訪問者数がいちばん多かったのは、僕だった。解析が数えていたのは人ではなかった
平日の午前中だけ、決まって訪問がひとつ立っていた。
正体は自分で、そこから解析が何を数えているのかを調べ直した。
先月の数字を眺めていて、妙なことに気づいた。
平日の午前中だけ、決まって訪問がひとつ立っている。
曜日も時間帯もきれいに揃っていて、誰かが習慣で見に来てくれているみたいだった。
正体は僕だった。
記事を書き終えて、表示の確認に自分のサイトを開いていた時間そのものだった。
数えてもらっているつもりでいたけれど、機械が何を数えているのかを、僕はちゃんと分かっていなかった。
数えているのは人ではなく、ブラウザに置いた小さな印
アクセス解析は、訪ねてきた人の顔を見ているわけではない。
ページが開かれたとき、そのブラウザの中に小さな印をひとつ置く。
次に同じブラウザが来たとき、その印が残っていれば「さっきの人がまた来た」、無ければ「初めての人が来た」と判断する。
やっていることはそれだけで、とても素朴な仕組みだ。
素朴なぶん、人間の感覚とはずれる。
同じ僕が、スマホとパソコンで一回ずつ見れば二人になる。
ブラウザの履歴を消せば印も消えるので、同じ日のうちに何度でも新しい人になれる。
家族が一台のパソコンを交代で使っていれば、何人いても一人として数えられる。
つまり画面に出ている「訪問者数」は、人の数ではなくて、印の付いたブラウザの数だ。
そう言い換えるだけで、数字との距離が急に近くなった。
「1回の訪問」も、人間の感覚ではなく決まりごとだった
もうひとつ勘違いしていたのが、訪問の区切り方だった。
ページを閉じたら1回が終わる、と思い込んでいた。
実際には、閉じたかどうかを機械は知らない。
そのかわり「一定の時間、何も操作がなかったら、そこでいったん区切る」という決まりで数えている。
よく使われている既定値は三十分だ。
記事を開いたまま昼飯を食いに出て、戻ってきて続きを読んだら、それは二回になる。
逆に、日付をまたいで読み続けた場合も途中で区切られる。
だから「一人あたり何回来たか」という数字は、来た回数というより、機械が決めた区切りの数だ。

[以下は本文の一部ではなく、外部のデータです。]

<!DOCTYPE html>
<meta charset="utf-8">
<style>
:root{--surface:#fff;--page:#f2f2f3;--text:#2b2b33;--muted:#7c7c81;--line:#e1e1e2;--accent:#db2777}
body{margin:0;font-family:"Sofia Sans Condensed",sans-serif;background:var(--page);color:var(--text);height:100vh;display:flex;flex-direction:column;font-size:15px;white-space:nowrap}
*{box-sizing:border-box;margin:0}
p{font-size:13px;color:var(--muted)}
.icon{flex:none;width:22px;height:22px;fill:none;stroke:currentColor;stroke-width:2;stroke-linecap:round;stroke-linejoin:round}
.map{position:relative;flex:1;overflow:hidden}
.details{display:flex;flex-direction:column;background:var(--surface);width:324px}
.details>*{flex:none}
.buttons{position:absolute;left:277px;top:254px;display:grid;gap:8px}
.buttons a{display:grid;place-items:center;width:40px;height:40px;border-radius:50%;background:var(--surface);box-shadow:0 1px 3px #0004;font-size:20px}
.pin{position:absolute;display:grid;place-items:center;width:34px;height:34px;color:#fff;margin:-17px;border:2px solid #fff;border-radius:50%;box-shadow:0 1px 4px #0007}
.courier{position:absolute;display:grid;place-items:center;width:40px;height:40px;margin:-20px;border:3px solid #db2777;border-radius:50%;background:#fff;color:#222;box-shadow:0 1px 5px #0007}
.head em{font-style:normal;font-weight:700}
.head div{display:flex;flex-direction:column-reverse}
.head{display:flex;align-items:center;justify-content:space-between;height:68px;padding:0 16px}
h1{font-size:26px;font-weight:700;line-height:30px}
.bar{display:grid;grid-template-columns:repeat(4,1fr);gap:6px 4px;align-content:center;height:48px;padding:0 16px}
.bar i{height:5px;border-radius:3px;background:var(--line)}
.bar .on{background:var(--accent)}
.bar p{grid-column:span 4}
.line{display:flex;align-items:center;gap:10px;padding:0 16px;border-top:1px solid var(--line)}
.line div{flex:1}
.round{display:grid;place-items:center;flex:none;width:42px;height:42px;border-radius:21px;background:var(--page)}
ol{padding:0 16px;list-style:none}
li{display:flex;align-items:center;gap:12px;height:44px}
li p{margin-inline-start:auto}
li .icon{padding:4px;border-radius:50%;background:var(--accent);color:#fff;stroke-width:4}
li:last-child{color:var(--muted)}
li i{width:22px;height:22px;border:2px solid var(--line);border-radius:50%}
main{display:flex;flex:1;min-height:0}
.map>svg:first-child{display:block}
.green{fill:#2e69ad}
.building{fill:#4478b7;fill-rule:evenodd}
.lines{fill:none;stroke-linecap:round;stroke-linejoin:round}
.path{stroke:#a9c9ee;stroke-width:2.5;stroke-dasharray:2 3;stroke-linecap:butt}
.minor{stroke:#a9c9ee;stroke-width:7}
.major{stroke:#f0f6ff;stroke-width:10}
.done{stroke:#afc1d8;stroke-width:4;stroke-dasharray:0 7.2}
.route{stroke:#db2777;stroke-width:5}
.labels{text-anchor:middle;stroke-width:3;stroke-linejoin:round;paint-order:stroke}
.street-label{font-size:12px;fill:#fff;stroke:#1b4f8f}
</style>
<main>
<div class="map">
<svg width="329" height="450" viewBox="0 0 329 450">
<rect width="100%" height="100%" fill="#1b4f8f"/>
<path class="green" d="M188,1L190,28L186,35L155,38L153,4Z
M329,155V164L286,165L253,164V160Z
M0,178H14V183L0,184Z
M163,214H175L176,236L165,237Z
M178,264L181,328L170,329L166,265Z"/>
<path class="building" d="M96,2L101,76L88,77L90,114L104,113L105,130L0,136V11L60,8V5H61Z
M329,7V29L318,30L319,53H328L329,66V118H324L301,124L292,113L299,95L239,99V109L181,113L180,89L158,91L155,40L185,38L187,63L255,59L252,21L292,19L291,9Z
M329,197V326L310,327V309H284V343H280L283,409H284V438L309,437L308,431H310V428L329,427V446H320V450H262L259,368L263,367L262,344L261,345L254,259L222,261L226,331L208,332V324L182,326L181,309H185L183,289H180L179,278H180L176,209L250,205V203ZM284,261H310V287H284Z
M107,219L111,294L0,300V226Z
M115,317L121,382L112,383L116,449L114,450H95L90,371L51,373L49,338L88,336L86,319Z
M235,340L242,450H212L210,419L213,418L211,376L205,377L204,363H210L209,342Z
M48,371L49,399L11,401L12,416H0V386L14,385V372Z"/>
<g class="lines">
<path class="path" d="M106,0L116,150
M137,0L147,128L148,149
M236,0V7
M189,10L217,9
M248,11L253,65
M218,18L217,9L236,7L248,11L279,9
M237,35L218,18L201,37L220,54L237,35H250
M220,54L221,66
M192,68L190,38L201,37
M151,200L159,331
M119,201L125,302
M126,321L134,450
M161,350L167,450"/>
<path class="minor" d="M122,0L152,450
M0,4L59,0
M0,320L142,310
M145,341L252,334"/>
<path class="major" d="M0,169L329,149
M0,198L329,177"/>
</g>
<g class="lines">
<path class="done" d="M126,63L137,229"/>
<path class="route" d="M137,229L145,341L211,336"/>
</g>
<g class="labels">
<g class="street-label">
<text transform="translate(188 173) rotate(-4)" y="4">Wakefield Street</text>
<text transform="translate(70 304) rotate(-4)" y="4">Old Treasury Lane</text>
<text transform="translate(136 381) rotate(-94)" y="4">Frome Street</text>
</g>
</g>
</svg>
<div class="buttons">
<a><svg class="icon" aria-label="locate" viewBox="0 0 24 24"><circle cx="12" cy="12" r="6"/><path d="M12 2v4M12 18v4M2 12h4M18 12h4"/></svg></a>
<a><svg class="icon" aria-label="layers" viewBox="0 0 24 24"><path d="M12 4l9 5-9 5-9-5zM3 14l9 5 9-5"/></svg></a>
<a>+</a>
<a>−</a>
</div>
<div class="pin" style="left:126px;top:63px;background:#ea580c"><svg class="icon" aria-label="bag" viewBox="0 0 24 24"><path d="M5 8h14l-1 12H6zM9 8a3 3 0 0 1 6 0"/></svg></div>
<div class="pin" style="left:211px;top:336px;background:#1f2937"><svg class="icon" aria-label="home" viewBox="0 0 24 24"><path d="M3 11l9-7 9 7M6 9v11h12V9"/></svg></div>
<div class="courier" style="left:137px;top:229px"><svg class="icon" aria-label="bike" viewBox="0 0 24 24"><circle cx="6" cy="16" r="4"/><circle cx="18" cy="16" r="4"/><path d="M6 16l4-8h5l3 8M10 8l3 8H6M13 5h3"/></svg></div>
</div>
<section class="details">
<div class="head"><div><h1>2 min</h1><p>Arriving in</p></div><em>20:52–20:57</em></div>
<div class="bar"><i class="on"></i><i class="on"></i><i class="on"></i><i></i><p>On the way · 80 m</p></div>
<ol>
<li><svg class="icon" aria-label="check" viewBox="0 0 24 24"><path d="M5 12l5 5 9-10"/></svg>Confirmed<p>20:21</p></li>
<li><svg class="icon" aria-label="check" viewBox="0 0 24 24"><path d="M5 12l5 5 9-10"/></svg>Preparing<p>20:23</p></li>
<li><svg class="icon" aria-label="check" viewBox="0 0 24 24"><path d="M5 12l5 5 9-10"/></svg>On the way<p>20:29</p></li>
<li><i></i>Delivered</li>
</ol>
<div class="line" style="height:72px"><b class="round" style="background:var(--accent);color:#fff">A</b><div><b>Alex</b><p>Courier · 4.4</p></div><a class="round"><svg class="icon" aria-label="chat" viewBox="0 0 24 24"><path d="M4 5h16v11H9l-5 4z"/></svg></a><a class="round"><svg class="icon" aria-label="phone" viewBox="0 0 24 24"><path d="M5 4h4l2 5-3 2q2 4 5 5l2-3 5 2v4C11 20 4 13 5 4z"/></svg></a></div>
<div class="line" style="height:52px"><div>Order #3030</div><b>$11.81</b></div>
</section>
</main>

そこを知らずに前の月と比べて、増えた減ったと騒いでいた時期がある。
いちばん熱心に通っていたのは、自分だった
冒頭の話に戻る。
自分の見た回数が混ざるのは、作っている人間にとっては避けようがない。
書いて、直して、表示を確かめる。
その全部が訪問として記録される。
これを外す仕組みはちゃんと用意されている。
自分の回線に割り当てられた番号を登録しておくと、そこから来た分は数えない、という設定だ。
やっと数字がまともになった、と思ったのだけれど、そのあとで別の落とし穴を踏んだ。
計測の部分を直したときに、自分でページを開いて動作を確かめても、当然ながら一件も記録されない。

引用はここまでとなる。